ノクティス公爵家の一人娘であり、王太子の婚約者でもある女性だ。

漆黒の髪を背に流し、夜空のような深い色のドレスをまとっている。飾りは決して派手ではないが、その姿には他の誰とも違う気品があった。

周囲の令嬢たちが小声で囁く。

「やはりノクティス公爵令嬢は別格ね」

「王太子妃になる方ですもの」

「完璧すぎて少し怖いくらいだわ」

そんな声が聞こえても、ルシエラの表情は静かなままだった。

そのときだった。

「ルシエラ・ノクティス!」

突然、大広間に鋭い声が響いた。

音楽が止まる。

踊っていた貴族たちが一斉に振り向いた。

そこに立っていたのは――

王太子エドガルド・ヴァルドール。

金髪を後ろに流した端正な顔立ちの青年だが、その表情には怒りが浮かんでいた。

周囲がざわめく。

「殿下?」

「どうなさったの?」

エドガルドはルシエラの前まで歩み寄ると、広間に響く声で言った。

「今ここで宣言する」

誰もが息を呑む。

そして王太子は言い放った。

「ルシエラ・ノクティスとの婚約を破棄する!」

一瞬の沈黙。

次の瞬間、大広間は騒然となった。

「婚約破棄!?」

「王太子殿下が!?」

「なぜ今この場で……」

だがエドガルドは動じない。

彼は腕を伸ばし、一人の少女を自分の隣へと引き寄せた。

淡い色のドレスを着た、小柄で可憐な令嬢。

ヴィオレッタ・アルディス。

彼女は涙を浮かべながら、震える声で言った。

「ルシエラ様……ごめんなさい……」

周囲の視線が一斉に二人へ集まる。

ヴィオレッタは涙を拭いながら続けた。

「でも……もう耐えられなかったんです……」

「ヴィオレッタ!」

エドガルドは彼女の肩を抱き寄せる。

「もう大丈夫だ。私が守る」

ざわめきがさらに広がる。

「どういうこと?」

「まさか……」

王太子は周囲に向かって声を張り上げた。

「この女性は長い間、ルシエラに虐げられてきた!」

広間が凍りつく。

エドガルドは続けた。

「冷酷な令嬢など王太子妃には相応しくない!」

その言葉を聞いて、多くの貴族がルシエラを見る。

だが。

当の本人は――

まったく動じていなかった。

ルシエラは静かにエドガルドを見つめる。

「……そうですか」

その声は、驚くほど落ち着いていた。

エドガルドは少し苛立ったように言う。

「そうだ。私は真実の愛を選ぶ」

ヴィオレッタが涙を流す。

「殿下……」

「心配するな。
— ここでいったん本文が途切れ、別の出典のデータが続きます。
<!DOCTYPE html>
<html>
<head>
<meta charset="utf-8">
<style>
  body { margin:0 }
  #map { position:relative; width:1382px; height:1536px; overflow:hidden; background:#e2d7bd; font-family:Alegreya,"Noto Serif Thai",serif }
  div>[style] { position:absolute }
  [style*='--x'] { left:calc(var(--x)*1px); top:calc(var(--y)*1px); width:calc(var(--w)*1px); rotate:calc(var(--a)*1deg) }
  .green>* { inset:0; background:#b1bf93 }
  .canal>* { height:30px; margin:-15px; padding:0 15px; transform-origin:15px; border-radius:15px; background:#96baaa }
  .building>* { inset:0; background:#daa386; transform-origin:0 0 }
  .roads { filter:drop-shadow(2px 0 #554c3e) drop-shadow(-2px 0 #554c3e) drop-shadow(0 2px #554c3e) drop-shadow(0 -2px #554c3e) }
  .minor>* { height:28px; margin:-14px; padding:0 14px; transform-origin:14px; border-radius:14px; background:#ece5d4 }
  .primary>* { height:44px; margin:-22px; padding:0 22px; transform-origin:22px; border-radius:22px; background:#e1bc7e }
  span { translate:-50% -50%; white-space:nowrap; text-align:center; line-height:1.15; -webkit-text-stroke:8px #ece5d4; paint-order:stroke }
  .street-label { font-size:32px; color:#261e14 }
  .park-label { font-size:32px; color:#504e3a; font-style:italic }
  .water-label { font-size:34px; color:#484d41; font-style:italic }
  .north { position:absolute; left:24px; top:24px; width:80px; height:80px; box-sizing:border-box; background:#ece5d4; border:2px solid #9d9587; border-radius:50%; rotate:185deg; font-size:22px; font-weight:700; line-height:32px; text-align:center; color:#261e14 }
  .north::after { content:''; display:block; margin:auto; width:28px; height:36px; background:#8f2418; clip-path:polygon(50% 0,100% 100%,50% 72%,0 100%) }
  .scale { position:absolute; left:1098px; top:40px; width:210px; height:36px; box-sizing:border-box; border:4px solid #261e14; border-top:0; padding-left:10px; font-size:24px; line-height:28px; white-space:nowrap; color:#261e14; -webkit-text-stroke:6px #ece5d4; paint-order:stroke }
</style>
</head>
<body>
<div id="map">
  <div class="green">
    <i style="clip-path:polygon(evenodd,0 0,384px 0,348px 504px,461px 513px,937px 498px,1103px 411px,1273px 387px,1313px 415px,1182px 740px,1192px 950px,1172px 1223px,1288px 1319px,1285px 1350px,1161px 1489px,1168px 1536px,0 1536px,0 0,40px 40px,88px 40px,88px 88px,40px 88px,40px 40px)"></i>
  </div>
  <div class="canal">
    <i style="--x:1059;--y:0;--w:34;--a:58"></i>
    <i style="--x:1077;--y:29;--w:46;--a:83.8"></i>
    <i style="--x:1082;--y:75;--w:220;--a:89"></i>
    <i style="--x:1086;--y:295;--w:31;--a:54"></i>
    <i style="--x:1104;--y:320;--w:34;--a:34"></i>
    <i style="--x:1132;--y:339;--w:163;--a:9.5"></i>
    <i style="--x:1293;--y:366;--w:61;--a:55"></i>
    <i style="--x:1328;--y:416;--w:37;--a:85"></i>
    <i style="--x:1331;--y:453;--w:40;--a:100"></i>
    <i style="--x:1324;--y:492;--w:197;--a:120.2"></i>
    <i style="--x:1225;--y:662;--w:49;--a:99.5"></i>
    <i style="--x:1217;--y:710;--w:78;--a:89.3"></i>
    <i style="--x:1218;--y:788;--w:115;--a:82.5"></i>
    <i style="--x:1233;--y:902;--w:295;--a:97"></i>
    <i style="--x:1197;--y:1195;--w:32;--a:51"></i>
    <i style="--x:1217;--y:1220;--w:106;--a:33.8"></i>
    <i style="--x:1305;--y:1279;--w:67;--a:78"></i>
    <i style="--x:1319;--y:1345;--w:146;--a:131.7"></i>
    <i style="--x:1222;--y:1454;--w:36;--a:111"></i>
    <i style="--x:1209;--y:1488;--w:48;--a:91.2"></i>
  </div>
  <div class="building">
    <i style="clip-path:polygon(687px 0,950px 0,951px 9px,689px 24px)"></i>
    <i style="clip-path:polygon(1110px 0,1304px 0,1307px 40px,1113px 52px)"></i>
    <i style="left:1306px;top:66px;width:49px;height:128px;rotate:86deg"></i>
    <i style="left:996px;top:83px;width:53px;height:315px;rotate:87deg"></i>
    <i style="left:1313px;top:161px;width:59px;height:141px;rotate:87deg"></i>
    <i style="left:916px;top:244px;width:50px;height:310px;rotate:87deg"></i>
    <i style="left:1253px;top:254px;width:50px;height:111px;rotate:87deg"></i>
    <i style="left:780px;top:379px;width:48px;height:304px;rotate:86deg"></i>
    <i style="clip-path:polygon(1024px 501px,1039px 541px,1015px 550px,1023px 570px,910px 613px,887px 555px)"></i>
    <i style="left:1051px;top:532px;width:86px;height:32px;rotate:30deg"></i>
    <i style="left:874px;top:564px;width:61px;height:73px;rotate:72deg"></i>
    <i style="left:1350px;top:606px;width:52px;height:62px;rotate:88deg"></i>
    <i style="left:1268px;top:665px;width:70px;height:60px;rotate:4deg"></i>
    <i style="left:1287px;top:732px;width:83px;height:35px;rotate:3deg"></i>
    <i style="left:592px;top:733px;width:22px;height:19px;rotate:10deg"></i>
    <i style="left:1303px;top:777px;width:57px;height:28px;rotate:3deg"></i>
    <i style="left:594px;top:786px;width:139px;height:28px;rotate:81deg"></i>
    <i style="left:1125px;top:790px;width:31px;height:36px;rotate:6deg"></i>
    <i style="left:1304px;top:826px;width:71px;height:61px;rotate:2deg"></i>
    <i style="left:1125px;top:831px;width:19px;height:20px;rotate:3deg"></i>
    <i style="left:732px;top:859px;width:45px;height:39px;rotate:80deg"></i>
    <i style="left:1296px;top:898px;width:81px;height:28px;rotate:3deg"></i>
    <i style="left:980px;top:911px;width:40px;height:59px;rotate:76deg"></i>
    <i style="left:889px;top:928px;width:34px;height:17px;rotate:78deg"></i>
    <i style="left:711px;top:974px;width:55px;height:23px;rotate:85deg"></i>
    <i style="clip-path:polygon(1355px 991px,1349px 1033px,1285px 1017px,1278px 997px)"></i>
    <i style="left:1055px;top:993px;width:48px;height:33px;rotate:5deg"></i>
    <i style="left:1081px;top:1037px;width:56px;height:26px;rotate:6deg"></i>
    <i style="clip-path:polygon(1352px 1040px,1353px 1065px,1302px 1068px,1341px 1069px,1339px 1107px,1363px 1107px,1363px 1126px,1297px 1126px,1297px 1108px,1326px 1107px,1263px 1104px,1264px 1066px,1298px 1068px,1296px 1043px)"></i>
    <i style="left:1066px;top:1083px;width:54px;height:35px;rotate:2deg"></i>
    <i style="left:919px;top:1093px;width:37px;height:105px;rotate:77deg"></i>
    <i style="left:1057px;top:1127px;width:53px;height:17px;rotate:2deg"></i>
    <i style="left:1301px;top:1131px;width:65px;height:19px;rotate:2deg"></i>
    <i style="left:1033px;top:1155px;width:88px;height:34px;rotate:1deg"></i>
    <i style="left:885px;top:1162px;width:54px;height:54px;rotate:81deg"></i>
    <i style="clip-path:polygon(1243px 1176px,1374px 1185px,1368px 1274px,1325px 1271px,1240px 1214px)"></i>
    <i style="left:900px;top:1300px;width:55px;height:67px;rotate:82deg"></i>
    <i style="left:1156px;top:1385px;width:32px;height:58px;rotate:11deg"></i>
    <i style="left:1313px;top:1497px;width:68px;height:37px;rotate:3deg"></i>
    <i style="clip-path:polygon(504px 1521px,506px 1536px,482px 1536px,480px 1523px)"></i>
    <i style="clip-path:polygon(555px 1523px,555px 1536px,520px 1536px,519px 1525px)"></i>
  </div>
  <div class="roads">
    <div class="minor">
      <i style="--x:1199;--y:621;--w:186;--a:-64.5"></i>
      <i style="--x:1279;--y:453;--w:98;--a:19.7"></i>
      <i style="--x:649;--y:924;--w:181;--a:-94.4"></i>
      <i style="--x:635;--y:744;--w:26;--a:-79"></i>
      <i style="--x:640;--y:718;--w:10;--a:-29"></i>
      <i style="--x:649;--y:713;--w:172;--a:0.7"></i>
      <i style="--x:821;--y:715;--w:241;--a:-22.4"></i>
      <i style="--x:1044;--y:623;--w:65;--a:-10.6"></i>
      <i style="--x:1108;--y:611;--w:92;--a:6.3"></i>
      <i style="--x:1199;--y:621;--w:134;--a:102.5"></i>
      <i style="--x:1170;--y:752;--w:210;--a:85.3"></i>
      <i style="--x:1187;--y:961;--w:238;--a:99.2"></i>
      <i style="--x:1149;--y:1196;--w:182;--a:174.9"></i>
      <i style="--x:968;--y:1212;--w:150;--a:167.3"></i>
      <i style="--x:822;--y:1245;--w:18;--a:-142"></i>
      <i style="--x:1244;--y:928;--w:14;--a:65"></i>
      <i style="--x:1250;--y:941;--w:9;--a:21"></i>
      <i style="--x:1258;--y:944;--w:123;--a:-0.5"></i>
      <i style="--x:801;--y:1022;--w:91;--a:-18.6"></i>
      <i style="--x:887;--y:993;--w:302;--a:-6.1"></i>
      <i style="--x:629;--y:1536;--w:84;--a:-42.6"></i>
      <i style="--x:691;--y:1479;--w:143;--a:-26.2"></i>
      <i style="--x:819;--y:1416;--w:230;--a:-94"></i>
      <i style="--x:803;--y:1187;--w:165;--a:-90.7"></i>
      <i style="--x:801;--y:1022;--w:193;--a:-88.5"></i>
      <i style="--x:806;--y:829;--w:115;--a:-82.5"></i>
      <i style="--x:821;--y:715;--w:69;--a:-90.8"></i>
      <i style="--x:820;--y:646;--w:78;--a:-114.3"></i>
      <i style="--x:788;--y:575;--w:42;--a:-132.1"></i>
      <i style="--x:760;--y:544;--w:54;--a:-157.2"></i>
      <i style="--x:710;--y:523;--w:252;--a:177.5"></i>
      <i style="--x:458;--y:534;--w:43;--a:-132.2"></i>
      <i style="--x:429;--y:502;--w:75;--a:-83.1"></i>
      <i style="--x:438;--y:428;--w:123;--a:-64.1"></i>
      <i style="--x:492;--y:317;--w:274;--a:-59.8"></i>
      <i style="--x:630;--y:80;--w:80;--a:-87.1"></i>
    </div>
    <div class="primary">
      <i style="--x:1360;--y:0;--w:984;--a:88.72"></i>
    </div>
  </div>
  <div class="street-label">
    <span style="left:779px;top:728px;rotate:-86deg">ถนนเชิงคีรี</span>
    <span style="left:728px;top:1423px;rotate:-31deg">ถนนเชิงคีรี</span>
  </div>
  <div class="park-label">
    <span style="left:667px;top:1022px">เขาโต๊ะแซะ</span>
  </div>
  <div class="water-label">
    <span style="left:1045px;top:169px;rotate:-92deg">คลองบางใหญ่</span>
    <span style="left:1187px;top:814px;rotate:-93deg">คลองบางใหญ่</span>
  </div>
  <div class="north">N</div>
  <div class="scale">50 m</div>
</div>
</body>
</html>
もう誰もお前を傷つけさせない」

その様子に、会場の一部から同情の声が上がる。

だがルシエラはただ静かに言った。

「つまり殿下は、私との婚約を解消なさるということですね」

「その通りだ」

エドガルドは胸を張る。

「私は愛のない結婚など望まない」

ルシエラは小さく頷いた。

「分かりました」

あまりにもあっさりした返事に、会場がざわめく。

「え……?」

「それだけ?」

ルシエラはドレスの裾を軽く持ち上げ、優雅に礼をした。

「では婚約はここで終了ということで」

エドガルドの顔がわずかに歪む。

「……待て」

ルシエラが顔を上げる。

「何でしょう?」

王太子はなぜか戸惑っていた。

泣きついてくると思っていた。

怒ると思っていた。

だが彼女は、まるで最初から興味がないかのように落ち着いている。

「本当にそれでいいのか」

エドガルドが言う。

ルシエラは少し首を傾げた。

「殿下が望んだことでは?」

言葉に詰まる王太子。

周囲の貴族たちも、どこか違和感を覚え始めていた。

ルシエラは静かに微笑む。

「安心してください」

そして、はっきりと言った。

「私は殿下の人生に二度と関わりませんわ」

その言葉を残し、彼女はくるりと背を向けた。

大広間の扉へ向かって歩き出す。

誰も止められない。

静かな足音だけが響く。

重厚な扉が開き、ルシエラは夜の廊下へと出た。

外の空気はひんやりとしていた。

少し離れた場所で待っていた人物が一歩前に出る。

黒い燕尾服の老人。

ノクティス公爵家の執事、グラハムだ。

「お帰りなさいませ、お嬢様」

その隣にはメイドのリーゼもいた。

リーゼは心配そうな顔で言う。

「お嬢様……」

だがルシエラは穏やかに微笑んだ。

「問題ありません」

グラハムが静かに尋ねる。

「予定通り、王家への支援を停止いたしますか」

ルシエラは迷いなく答えた。

「ええ」

そして付け加える。

「すべて、です」

グラハムは深く頭を下げた。

「かしこまりました」

その決定が、どれほど大きな意味を持つのか。

このとき王宮の誰も理解していなかった。

王太子が捨てたその女性が――

王国を支える柱の一つだったことを。

そして数日後。

王都は、その事実を思い知ることになる。